Taking to Twitter to detail the “triggering” experience, Lambert wrote, “I changed into their biggest scrubs (a 2X), and had half of my butt exposed, only to have the MRI coil not fit around my knee.”

Lambert, known for her hit song “Same Love” with Macklemore, noted that she was asked to reveal her weight “three separate times.”

“I was crying so hard in the dressing area that I had a panic attack,” she recalled. “And it’s an experience that fat people are often used to feel shame about.”
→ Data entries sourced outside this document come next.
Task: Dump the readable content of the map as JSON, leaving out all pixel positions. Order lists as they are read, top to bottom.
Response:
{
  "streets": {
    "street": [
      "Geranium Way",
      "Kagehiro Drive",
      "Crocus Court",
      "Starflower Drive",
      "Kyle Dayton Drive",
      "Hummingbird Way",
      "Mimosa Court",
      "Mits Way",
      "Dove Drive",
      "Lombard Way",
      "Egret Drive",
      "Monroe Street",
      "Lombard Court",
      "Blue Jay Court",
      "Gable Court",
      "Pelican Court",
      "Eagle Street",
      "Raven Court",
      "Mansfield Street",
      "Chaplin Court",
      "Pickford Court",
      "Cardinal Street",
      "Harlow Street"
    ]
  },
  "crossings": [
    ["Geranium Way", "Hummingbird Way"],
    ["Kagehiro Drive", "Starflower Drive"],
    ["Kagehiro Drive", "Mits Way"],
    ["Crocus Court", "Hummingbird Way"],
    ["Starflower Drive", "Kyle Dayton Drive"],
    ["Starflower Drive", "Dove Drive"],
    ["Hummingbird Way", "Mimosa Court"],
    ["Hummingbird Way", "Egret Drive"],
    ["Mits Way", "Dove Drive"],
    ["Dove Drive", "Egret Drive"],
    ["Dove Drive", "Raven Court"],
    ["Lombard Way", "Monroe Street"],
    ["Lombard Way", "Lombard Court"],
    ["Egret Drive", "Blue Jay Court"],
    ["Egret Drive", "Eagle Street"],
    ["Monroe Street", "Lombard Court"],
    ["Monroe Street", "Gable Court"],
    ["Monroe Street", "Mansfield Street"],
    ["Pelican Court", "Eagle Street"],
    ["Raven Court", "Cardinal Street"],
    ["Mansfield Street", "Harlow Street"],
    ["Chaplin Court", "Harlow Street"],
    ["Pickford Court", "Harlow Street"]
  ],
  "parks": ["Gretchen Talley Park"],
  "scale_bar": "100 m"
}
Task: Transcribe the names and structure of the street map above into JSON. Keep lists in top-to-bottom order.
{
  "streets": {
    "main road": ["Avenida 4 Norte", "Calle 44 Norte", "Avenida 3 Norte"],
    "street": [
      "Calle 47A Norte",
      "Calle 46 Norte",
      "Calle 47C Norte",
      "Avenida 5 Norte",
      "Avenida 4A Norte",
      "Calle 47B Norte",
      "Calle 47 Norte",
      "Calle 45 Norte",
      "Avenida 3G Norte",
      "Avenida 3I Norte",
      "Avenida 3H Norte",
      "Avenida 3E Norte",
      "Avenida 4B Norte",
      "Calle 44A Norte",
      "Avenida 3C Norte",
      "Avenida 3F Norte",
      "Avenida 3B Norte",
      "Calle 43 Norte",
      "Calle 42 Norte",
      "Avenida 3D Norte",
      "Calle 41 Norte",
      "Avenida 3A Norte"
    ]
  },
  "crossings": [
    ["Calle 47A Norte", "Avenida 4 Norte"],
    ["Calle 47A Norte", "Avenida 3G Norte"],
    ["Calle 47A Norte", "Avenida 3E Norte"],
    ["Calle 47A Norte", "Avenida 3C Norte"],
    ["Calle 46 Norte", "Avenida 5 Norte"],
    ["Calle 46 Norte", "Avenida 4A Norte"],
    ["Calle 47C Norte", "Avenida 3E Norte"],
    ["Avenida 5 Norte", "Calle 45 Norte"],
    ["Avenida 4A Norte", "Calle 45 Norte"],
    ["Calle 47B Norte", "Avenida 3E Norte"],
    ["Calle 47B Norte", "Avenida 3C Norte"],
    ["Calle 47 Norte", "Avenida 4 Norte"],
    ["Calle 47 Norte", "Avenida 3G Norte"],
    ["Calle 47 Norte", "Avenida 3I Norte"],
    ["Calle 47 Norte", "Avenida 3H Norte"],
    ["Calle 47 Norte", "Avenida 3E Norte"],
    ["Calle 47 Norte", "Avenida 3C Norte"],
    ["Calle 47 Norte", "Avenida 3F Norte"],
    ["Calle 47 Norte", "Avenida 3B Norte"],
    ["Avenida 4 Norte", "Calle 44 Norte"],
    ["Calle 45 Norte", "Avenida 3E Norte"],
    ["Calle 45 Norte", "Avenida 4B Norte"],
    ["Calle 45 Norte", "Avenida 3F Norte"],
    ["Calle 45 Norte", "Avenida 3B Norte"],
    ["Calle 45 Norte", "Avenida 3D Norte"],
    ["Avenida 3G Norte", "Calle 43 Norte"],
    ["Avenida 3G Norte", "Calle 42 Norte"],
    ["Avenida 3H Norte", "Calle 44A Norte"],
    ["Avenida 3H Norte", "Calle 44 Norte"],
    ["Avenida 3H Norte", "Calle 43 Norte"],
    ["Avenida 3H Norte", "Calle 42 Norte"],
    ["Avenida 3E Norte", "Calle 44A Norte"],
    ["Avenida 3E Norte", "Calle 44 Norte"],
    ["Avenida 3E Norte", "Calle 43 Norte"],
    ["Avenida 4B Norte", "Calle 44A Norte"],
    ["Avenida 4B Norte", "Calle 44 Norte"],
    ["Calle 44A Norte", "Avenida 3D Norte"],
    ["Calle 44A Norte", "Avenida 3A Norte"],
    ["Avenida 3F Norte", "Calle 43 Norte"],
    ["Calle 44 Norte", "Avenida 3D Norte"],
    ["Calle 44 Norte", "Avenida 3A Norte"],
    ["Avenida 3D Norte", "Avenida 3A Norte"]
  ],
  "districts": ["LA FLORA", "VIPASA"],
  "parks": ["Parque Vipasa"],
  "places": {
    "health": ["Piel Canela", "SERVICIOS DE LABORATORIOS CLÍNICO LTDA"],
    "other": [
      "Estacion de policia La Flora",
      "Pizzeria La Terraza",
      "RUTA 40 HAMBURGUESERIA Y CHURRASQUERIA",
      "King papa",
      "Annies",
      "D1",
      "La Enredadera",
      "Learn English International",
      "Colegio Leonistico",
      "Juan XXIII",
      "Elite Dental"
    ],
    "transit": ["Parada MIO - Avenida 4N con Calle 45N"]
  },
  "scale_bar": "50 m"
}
“People wonder why fat folks wait to/don’t seek medical treatment for themselves,” she continued. “It’s experiences like this that reinforce the idea that there is something wrong or abnormal with our bodies.”

In an interview with “Today,” Lambert recalled the technicians attempting to “squeeze” her injured knee “in a couple of different ways, but it was really painful.”

“They kept telling me, ‘We have a bigger coil. It just doesn’t work now,’” Lambert said. “And I was like, ‘Please stop saying that, it’s not helpful.’”

Lambert told “Today” that she eventually left the facility without getting the MRI done.

After tweeting about the radiology office’s shortcomings, Rayus contacted Lambert and apologized. They are now working with Lambert to ensure that her negative experience is “not repeated in the future,” according to a statement obtained by “Today.”

“We acknowledge that this patient’s medical journey has sparked an important conversation about stigmas that exist in the plus-sized community and the challenges experienced when seeking health care,” the statement said.

“Rayus routinely serves patients of all body types and is the second largest purchaser of open MRI machines in the United States for this reason. We also seek to ensure that our facilities are accessible to all patients and that medical pants and gowns are made available in sizes up to 5XL. Moments like this allow the voices of our communities to challenge all providers to always provide the quality of service they deserve.”

Lambert revealed that she later returned to the facility for a successful MRI.

“Regardless of whether or not fat people should lose weight or should be in the pursuit of a smaller body, fat people exist. We will always be here,” she said. “What people need to answer really is will they continue to gatekeep life-saving medical procedures from bodies that will always exist?”